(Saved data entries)
= = = = =
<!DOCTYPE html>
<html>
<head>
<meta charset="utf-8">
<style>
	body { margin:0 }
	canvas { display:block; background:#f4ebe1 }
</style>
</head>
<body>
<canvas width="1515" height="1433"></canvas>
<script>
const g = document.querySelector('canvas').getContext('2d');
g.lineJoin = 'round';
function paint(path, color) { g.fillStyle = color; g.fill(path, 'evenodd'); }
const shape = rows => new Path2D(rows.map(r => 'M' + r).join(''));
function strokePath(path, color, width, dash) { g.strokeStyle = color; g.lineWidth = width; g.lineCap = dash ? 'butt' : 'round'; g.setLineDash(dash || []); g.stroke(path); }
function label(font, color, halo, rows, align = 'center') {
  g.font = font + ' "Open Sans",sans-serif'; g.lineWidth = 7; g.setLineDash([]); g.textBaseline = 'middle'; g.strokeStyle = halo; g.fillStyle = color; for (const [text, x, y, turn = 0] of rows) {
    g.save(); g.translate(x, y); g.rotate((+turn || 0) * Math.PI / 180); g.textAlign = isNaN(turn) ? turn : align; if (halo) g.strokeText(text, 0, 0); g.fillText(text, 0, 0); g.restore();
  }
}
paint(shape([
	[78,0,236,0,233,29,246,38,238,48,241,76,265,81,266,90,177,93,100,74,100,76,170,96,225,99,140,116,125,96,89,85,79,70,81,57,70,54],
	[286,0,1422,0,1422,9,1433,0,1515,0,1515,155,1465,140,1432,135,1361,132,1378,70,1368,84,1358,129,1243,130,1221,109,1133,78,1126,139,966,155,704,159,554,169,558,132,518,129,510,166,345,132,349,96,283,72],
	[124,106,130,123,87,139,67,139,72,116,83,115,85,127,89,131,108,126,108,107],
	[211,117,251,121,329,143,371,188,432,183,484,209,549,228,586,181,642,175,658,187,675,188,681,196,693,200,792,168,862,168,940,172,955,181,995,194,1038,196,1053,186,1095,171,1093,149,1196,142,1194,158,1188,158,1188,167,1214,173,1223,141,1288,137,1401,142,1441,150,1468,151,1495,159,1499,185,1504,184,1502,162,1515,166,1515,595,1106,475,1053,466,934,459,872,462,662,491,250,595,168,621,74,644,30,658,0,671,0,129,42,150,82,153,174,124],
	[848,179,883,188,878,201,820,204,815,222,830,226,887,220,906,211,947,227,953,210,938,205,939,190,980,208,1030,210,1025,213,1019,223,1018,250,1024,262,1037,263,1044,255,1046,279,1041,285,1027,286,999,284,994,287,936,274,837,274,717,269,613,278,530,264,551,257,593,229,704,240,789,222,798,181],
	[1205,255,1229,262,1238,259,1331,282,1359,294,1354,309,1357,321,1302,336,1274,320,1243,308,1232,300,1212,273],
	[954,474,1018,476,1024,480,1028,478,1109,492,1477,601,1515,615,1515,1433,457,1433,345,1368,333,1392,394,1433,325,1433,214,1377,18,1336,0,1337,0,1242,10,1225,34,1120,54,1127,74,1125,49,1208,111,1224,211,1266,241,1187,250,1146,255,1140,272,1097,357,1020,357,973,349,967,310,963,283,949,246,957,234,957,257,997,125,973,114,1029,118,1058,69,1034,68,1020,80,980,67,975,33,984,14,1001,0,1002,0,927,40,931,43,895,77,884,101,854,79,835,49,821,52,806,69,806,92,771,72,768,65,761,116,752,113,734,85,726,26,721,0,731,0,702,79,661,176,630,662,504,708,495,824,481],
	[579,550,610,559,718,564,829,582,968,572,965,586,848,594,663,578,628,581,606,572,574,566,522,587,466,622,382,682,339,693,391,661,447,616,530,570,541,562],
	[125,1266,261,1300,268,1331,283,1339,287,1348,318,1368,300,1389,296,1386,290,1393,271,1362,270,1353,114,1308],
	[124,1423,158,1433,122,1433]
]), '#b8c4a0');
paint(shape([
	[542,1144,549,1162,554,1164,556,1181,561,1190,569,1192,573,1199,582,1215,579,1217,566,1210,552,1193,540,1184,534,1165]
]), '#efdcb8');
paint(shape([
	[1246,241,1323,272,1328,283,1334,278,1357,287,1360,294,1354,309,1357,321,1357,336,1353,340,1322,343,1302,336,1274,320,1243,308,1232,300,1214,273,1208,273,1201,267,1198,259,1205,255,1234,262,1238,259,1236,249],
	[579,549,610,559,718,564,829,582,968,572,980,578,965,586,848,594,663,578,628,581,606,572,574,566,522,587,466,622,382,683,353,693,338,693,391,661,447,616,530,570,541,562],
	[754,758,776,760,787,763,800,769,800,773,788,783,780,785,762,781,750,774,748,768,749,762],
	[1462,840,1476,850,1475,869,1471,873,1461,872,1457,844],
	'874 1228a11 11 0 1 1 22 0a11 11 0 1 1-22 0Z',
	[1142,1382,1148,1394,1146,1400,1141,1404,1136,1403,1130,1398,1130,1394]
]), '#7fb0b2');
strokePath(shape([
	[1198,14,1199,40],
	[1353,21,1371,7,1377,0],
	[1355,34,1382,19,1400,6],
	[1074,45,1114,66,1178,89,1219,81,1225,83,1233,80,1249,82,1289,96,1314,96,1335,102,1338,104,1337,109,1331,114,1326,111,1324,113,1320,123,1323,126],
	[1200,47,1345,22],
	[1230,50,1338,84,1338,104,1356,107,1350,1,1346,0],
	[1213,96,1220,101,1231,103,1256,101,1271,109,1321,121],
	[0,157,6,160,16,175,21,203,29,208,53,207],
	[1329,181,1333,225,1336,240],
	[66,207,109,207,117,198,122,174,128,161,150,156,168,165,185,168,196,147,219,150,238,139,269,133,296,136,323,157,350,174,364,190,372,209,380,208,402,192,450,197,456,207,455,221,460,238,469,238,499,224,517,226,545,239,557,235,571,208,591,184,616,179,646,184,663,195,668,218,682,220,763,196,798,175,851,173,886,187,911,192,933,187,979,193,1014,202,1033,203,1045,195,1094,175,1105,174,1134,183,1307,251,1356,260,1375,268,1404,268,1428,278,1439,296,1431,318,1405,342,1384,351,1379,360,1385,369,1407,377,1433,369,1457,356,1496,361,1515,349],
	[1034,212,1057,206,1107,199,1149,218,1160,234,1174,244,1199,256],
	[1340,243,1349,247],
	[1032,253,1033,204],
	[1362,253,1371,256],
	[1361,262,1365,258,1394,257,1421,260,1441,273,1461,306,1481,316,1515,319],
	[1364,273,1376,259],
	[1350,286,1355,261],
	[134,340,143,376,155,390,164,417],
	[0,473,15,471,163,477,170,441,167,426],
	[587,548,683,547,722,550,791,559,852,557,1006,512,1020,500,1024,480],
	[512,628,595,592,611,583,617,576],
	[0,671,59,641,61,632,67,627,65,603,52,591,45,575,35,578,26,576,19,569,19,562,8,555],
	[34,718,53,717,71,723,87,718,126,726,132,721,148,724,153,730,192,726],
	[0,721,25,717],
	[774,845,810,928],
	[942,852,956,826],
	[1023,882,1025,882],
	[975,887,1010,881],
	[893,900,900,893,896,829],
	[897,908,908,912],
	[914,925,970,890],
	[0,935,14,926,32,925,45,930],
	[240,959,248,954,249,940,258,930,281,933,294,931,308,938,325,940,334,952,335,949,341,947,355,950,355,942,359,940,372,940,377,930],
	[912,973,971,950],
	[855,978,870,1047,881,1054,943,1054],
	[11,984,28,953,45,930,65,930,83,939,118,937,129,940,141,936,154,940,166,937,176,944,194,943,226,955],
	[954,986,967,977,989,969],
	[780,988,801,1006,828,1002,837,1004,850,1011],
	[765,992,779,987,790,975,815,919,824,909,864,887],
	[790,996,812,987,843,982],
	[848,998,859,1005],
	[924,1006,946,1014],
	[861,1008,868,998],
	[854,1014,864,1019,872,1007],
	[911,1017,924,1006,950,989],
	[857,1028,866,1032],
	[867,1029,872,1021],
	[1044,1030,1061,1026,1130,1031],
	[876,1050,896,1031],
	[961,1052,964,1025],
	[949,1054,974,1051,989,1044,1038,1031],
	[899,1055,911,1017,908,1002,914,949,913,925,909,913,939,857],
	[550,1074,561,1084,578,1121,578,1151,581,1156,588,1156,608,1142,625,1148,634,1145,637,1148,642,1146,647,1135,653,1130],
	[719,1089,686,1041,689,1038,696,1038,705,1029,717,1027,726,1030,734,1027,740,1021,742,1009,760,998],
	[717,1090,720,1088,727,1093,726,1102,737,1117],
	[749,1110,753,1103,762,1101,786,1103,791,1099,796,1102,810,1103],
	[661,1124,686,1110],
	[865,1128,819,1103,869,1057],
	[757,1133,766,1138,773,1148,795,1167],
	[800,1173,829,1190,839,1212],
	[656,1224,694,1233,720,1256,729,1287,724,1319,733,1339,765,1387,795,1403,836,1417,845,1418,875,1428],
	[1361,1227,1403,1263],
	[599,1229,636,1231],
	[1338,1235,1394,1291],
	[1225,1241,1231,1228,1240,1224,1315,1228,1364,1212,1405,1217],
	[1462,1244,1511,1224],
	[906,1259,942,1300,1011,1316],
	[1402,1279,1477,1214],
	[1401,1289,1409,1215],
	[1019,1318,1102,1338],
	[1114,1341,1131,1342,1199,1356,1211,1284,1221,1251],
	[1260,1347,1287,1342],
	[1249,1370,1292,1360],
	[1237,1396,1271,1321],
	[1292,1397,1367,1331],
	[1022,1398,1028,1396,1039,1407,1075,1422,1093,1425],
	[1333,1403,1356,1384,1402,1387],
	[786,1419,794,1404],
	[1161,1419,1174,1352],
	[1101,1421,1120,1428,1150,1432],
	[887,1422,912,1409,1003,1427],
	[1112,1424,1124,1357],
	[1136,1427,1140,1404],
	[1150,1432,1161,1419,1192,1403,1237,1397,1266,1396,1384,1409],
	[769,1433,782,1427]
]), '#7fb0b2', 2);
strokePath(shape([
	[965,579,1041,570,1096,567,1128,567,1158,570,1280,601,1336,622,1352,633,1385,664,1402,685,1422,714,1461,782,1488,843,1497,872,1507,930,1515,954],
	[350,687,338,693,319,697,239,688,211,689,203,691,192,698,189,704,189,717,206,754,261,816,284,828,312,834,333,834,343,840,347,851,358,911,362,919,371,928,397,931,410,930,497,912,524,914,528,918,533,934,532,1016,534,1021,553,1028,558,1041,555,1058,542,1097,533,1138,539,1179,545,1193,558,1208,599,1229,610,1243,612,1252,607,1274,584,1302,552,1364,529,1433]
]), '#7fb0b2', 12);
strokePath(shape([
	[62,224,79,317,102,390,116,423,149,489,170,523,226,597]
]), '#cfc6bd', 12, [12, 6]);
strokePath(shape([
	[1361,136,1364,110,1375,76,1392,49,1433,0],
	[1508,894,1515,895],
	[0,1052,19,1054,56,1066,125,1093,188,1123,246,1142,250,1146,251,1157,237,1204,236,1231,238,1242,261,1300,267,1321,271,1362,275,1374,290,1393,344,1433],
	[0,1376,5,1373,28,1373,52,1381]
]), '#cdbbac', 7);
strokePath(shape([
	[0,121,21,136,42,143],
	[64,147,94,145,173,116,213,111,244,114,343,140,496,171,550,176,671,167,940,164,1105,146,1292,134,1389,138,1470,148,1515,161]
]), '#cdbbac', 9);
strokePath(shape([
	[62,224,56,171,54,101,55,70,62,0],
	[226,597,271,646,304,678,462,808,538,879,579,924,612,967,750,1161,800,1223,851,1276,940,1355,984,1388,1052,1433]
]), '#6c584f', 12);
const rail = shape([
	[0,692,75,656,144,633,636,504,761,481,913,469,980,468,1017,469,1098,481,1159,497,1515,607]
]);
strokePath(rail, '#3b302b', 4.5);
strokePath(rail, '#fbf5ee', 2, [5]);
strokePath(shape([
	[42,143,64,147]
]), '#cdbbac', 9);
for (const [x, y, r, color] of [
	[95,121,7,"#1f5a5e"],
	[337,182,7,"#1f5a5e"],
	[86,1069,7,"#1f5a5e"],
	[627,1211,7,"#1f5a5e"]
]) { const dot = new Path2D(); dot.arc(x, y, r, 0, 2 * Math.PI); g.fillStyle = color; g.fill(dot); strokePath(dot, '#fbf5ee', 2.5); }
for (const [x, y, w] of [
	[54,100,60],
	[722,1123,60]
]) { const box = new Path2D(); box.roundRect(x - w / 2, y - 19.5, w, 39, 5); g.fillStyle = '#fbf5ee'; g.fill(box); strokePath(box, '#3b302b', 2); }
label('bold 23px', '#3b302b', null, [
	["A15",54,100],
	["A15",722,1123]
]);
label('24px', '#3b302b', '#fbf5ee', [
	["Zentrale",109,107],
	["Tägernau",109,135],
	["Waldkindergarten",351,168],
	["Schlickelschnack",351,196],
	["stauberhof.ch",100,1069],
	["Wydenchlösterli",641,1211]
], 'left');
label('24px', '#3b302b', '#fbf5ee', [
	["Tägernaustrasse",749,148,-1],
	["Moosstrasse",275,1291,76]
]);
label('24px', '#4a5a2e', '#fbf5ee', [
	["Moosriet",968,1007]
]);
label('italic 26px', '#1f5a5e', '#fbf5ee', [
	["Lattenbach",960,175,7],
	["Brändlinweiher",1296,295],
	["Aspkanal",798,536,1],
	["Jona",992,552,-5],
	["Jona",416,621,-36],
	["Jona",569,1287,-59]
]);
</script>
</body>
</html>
= = = = =
- [Directions for this task]:
Above are some records; copy each line there that contains "turn".

- [Output below]:
  g.font = font + ' "Open Sans",sans-serif'; g.lineWidth = 7; g.setLineDash([]); g.textBaseline = 'middle'; g.strokeStyle = halo; g.fillStyle = color; for (const [text, x, y, turn = 0] of rows) {
    g.save(); g.translate(x, y); g.rotate((+turn || 0) * Math.PI / 180); g.textAlign = isNaN(turn) ? turn : align; if (halo) g.strokeText(text, 0, 0); g.fillText(text, 0, 0); g.restore();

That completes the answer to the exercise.